To use this feature you have to run the binaries with the `--tls` option.
Before doing this you should have generated a valid key pair using the following command and placed the private key (`grpc.key`) as well as certificate (`grpc.crt`) in the same directory as the **ksvd** binary.
The **ksvc** binary requires the CA certificate used to sign the ksvd certficiate (`ca.crt`) in the same directory as the **ksvc** binary.
To protect the web filesystem a reverse proxy like nginx should be used.
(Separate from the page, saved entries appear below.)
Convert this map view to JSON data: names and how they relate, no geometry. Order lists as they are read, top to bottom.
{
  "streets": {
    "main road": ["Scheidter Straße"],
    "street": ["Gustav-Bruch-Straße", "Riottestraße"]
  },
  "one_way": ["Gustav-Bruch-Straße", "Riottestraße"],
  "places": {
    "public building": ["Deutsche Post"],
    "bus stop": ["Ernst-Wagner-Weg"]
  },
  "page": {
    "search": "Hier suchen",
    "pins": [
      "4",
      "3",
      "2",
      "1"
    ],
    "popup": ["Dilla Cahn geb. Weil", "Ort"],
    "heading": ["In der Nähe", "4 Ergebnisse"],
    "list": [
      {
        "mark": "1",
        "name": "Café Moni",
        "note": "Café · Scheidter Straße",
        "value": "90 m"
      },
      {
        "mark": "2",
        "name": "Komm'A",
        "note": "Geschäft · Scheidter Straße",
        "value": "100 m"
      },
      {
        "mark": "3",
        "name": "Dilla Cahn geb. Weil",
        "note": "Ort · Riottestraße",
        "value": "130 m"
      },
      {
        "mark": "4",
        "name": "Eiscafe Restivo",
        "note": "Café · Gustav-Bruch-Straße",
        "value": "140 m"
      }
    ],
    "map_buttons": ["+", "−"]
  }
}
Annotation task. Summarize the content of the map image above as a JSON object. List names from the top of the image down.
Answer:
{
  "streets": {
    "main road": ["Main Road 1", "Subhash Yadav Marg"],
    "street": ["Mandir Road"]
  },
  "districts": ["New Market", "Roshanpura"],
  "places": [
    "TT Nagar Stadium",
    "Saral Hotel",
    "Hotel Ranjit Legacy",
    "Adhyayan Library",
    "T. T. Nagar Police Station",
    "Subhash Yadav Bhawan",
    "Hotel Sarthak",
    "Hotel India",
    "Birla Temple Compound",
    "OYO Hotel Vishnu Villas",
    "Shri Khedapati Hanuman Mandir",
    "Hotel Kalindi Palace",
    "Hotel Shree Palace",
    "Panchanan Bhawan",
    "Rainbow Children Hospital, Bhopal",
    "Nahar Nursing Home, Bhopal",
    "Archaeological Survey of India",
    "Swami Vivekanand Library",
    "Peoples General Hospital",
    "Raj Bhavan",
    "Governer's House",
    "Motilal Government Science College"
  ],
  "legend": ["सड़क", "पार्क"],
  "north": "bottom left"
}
**Beware: The following command generates an insecure self-signed certificate and should be used for development only!**

> `openssl req -newkey rsa:2048 -nodes -keyout grpc.key -x509 -days 365 -out grpc.crt`

Afterwards the generated certificate (**in a non-development environment the CA certificate**) can be added as the CA certificate in **ksvc** or any gRPC client, like BloomRPC, to establish TLS protected connections.

## Building the project

### Development

#### Build

`cargo build`

The gRPC code is generated during build using the `build.rs` build script.

#### Run

The following example uses only the mandatory parts of the arguments, for a full example see below.

`cargo run --bin kvsd`

`cargo run --bin kvsc`

### Release

#### Build

`cargo build --release`

The gRPC code is generated during build using the `build.rs` build script.

## Architecture

> **Hint:**
> Use the **`Markdown Preview Enhanced`** vscode plugin to render the PlantUML drawings.

The **kvsd** runs on a device.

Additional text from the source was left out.